Aviza Develops Etch/PVD/CVD Tool for 3-D IC R&D
Sally Cole Johnson, Contributing Editor -- Semiconductor International, 6/17/2008 8:22:00 AM
Three primary factors are driving the adoption of 3-D ICs and associated packaging technologies: increased functionality, size shrinks and a lower cost. For through-silicon via (TSV) technology to be adopted in 3-D ICs, the cost has to be right — and there’s a lot of research underway right now to try to drive it down below the $200 mark.
CMOS image sensors using TSV technology are already in production, but memory is not far behind. Once the cost target is met, the use of TSV technology in 3-D ICs is expected to eventually gain widespread adoption from manufacturers, because it significantly reduces the interconnect distance and removes any real limitation on the number of die that can be stacked. This makes smaller form factor devices possible while also improving speed and functionality.

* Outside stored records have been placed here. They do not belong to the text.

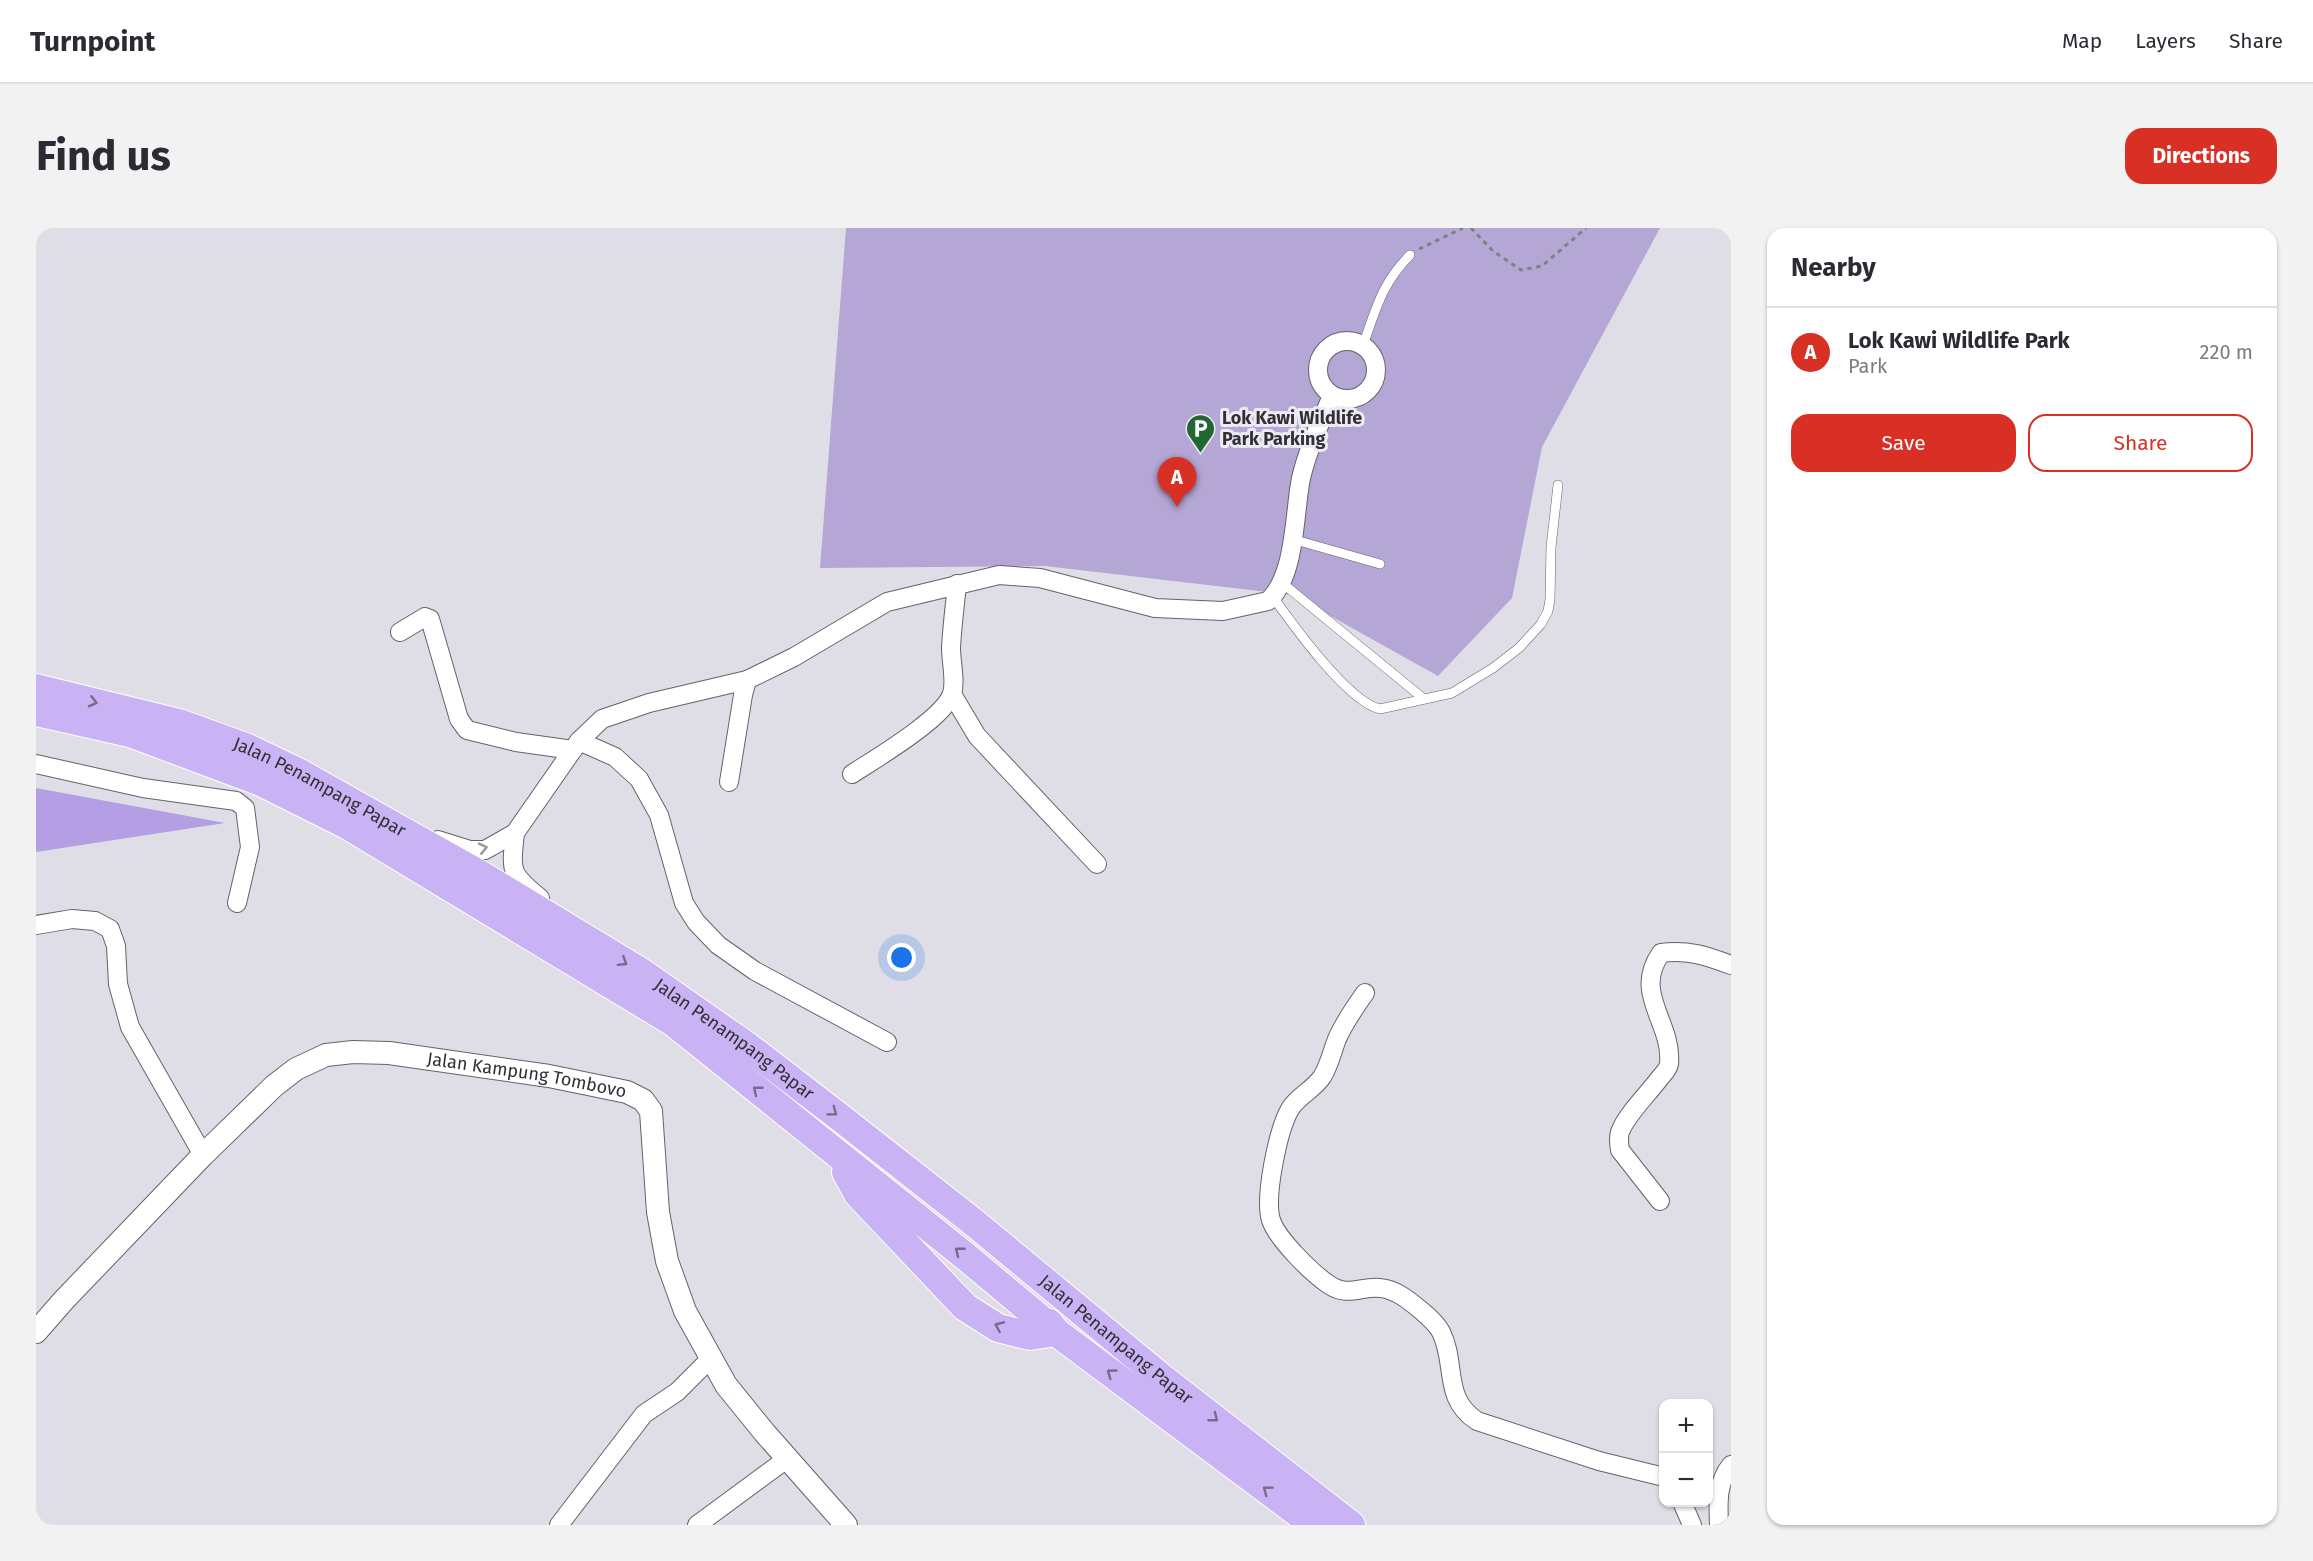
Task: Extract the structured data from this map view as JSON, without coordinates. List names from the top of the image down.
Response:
{
  "streets": {
    "main road": ["Jalan Penampang Papar"],
    "street": ["Jalan Kampung Tombovo"]
  },
  "places": {
    "parking": ["Lok Kawi Wildlife Park Parking"]
  },
  "page": {
    "header": "Turnpoint",
    "nav": ["Map", "Layers", "Share"],
    "buttons": [
      "Directions",
      ["Save", "Share"]
    ],
    "title": "Find us",
    "heading": "Nearby",
    "list": [
      {
        "mark": "A",
        "name": "Lok Kawi Wildlife Park",
        "note": "Park",
        "value": "220 m"
      }
    ],
    "pins": "A",
    "map_buttons": ["+", "−"]
  }
}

To help make 3-D IC TSV R&D and pilot production more convenient, Aviza Technology Inc. (Scotts Valley, Calif.) has developed a 200/300 mm cluster system that includes etch, physical vapor deposition (PVD) and chemical vapor deposition (CVD) in a 4.4-m-wide × 4.2-m-deep footprint. The Versalis FxP system is designed to provide everything people working on 3-D IC TSV R&D need in one platform to create a via ready for plating.
| Aviza has developed a 200/300 mm cluster system that includes etch, PVD and CVD for 3-D IC R&D and pilot production. |
The system can perform deep silicon etching, put down an isolation layer, a dielectric sleeve, inside the via to stop cross talk and signal leakage, according to David Butler, Aviza’s director of marketing of the PVD/Etch/CVD Business Unit. At the bottom of the via, where a dielectric contacting metal isn’t a good thing, the system can remove the oxide while leaving the rest on the sidewalls. Then, metal can be placed inside the via before moving off to the plating step (which this system doesn’t do). Each step is linked and, as Butler pointed out, if you get the via etch wrong at the start, it makes it harder not only to fill the via, but also to do the plating.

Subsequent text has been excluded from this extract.